Autism Coverage Limitations
ABA therapy is only required for individuals under the age of 8, but some insurance companies have voluntarily waived this limit (Blue Cross Blue Shield of Mississippi, Magnolia Health, and UnitedHealthcare of Mississippi).
Insurance companies may require preauthorization or pre-certification prior to covering these services, just as they can for medical, surgical, and mental health benefits.
Deductibles and Co-Pays
For these services, insurance companies may not have a higher deductible, co-insurance, or co-payment than other physical health care services (other policy provisions may apply, such as in-network vs. out-of-network, but the amount cannot be higher just because it is treatment for ASD).

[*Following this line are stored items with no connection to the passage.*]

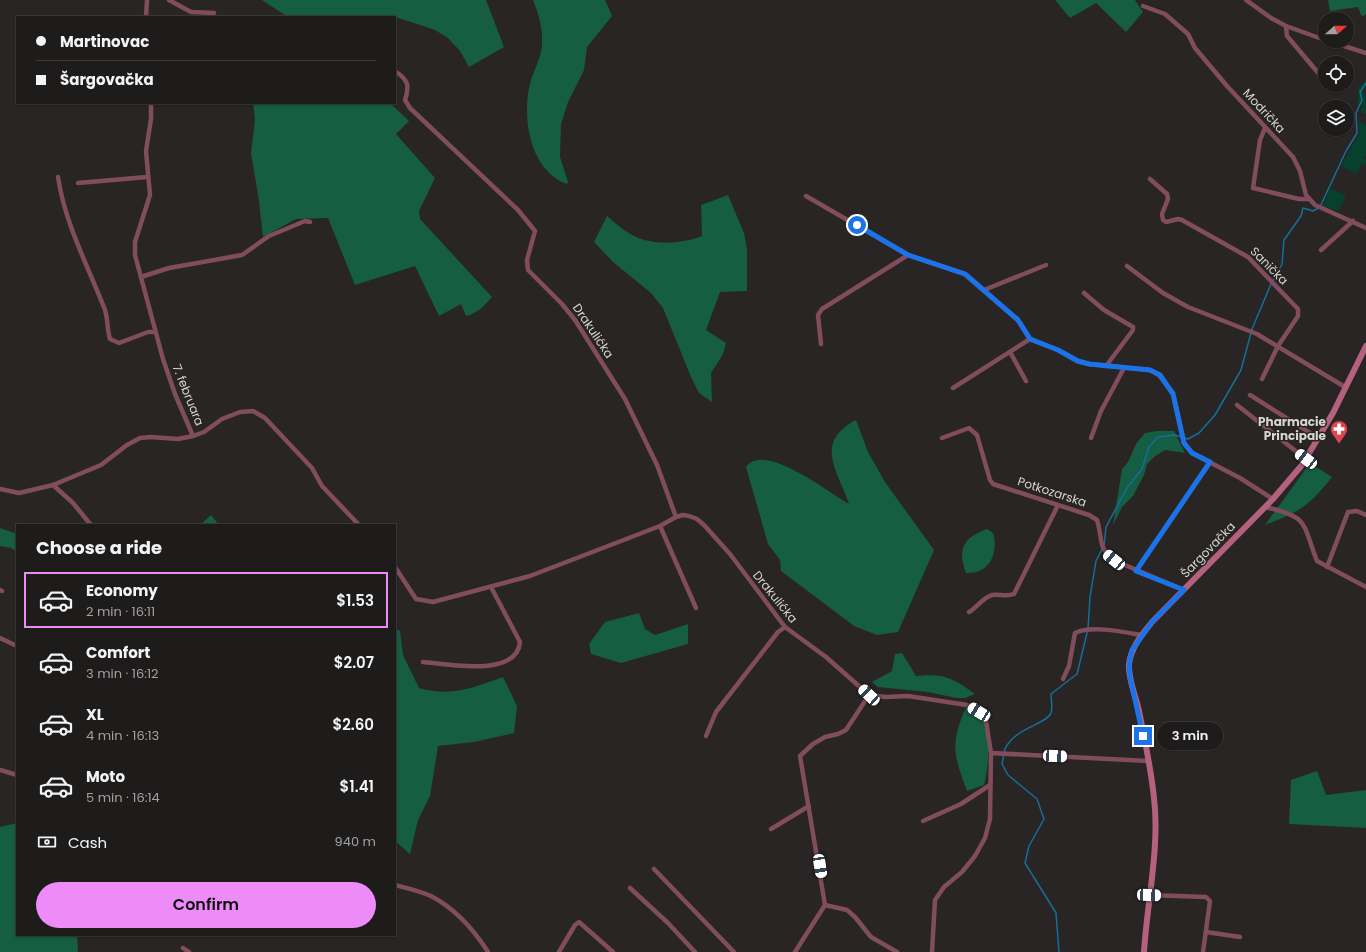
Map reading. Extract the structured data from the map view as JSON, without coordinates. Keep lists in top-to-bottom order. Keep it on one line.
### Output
{"streets":{"street":["Modrička","Sanička","Drakulićka","7. februara","Potkozarska","Šargovačka"]},"crossings":[["Potkozarska","Šargovačka"]],"places":{"pharmacy":["Pharmacie Principale"]},"north":"right","page":{"banner":["Martinovac","Šargovačka"],"heading":"Choose a ride","list":[{"name":"Economy","note":"2 min · 16:11","value":"$1.53"},{"name":"Comfort","note":"3 min · 16:12","value":"$2.07"},{"name":"XL","note":"4 min · 16:13","value":"$2.60"},{"name":"Moto","note":"5 min · 16:14","value":"$1.41"}],"bubble":"3 min","pay":["Cash","940 m"],"buttons":"Confirm"}}
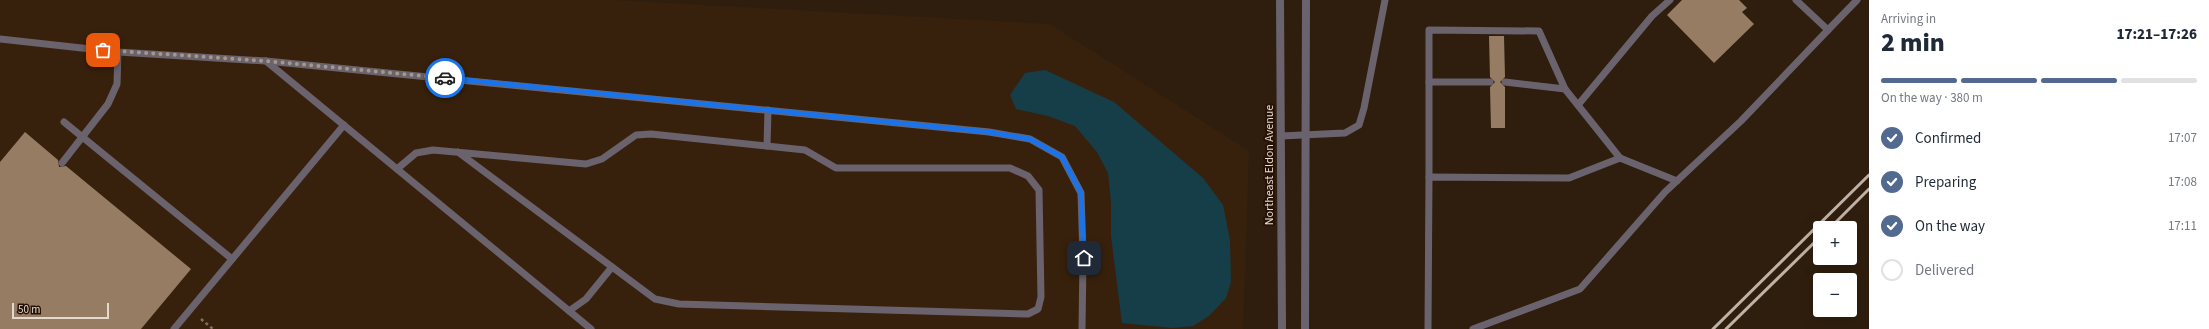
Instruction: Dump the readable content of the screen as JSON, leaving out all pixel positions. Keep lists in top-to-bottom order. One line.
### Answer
{"streets":{"street":["Northeast Eldon Avenue"]},"scale_bar":"50 m","page":{"heading":["2 min","Arriving in","17:21–17:26"],"bar":"On the way · 380 m","list":[["Confirmed","17:07"],["Preparing","17:08"],["On the way","17:11"],"Delivered"],"map_buttons":["+","−"],"scale":"50 m"}}
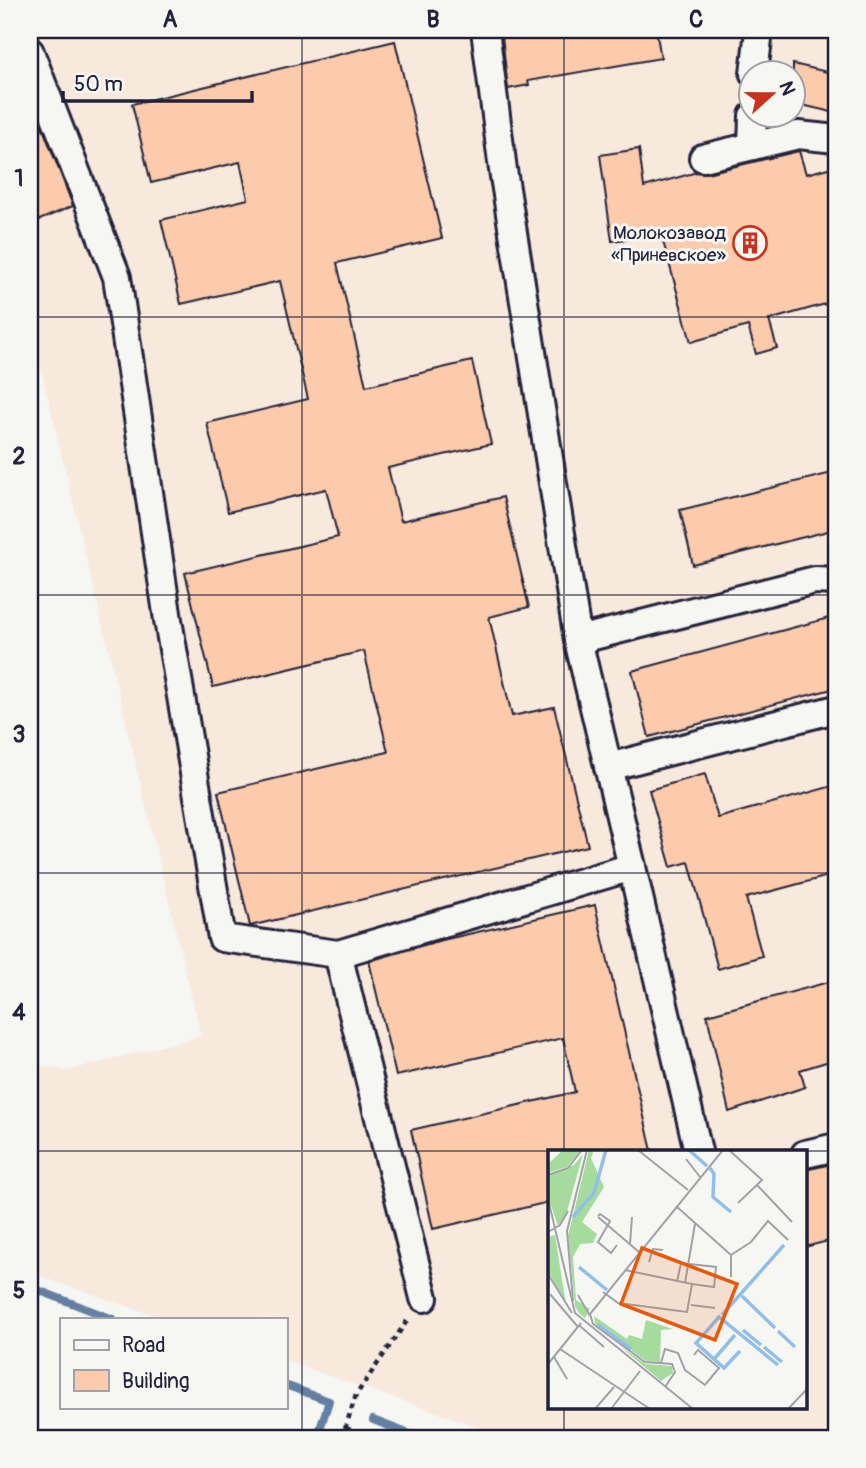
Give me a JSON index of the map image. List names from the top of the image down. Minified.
{"places":{"building":["Молокозавод «Приневское»"]},"legend":["Road","Building"],"scale_bar":"50 m","north":"right","grid":{"columns":["A","B","C"],"rows":["1","2","3","4","5"]}}
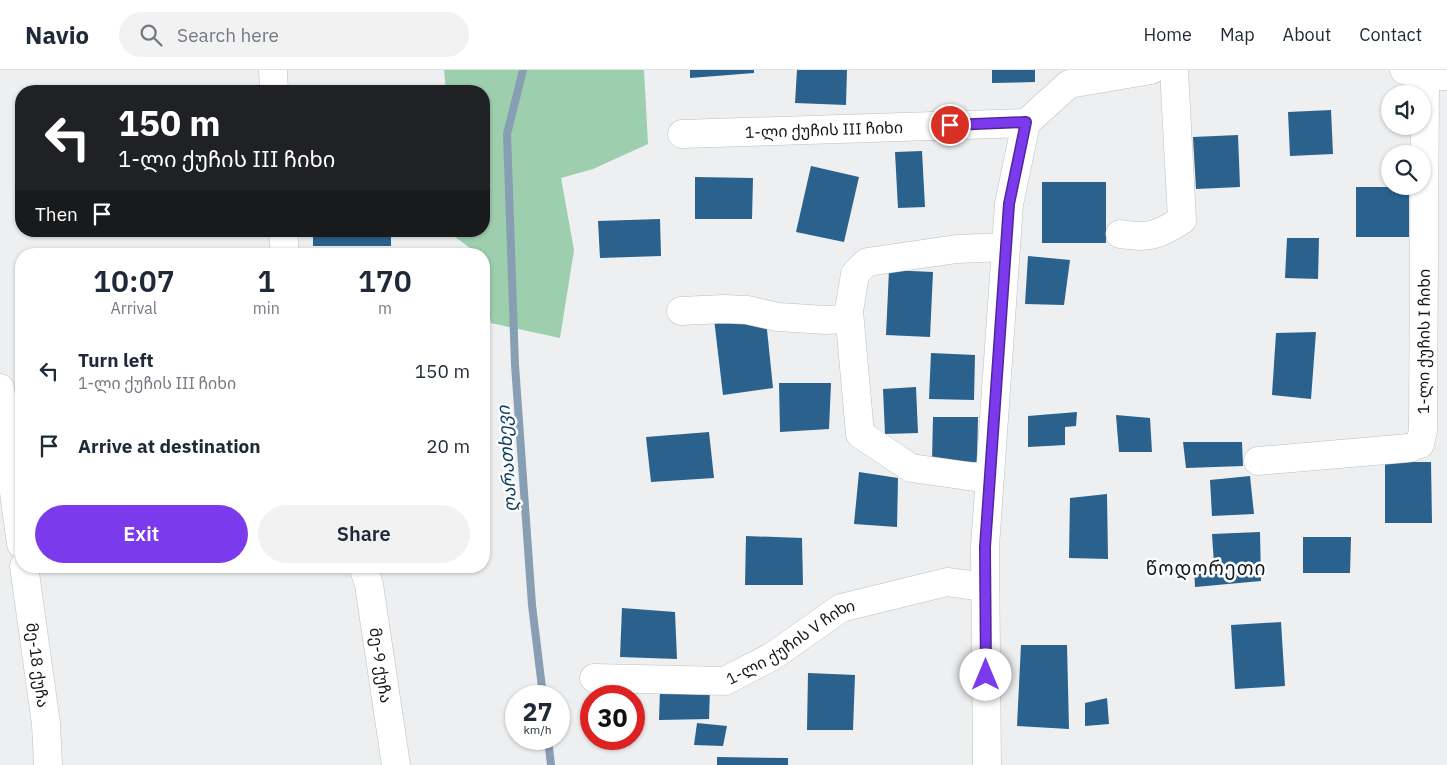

Like treatment for other conditions, coverage for autism or ASD services is subject to a determination of medical necessity. Even though coverage cannot be denied because of an autism or ASD diagnosis, an insurance company may deny coverage for a treatment or service that it determines is not medically necessary.
- Who decides necessity?
- The provider who develops the treatment plan specifies what services they believe are medically necessary. The insurance company then reviews that information under its criteria for medical necessity (its “medical policy”). Services that are deemed medically necessary according to the company’s medical policy will be covered.
- What can I do if my claim or treatment is denied based on medical necessity?
- Appeal the denial. Mississippi law requires that insurance companies have an appeals or grievance process. If it is still denied, you can file a complaint with MID to have an external review of the denial.
- What if someone needs more ABA therapy than what’s required?
- Coverage may be extended if medically necessary, and individuals can always appeal as outlined in their health plan.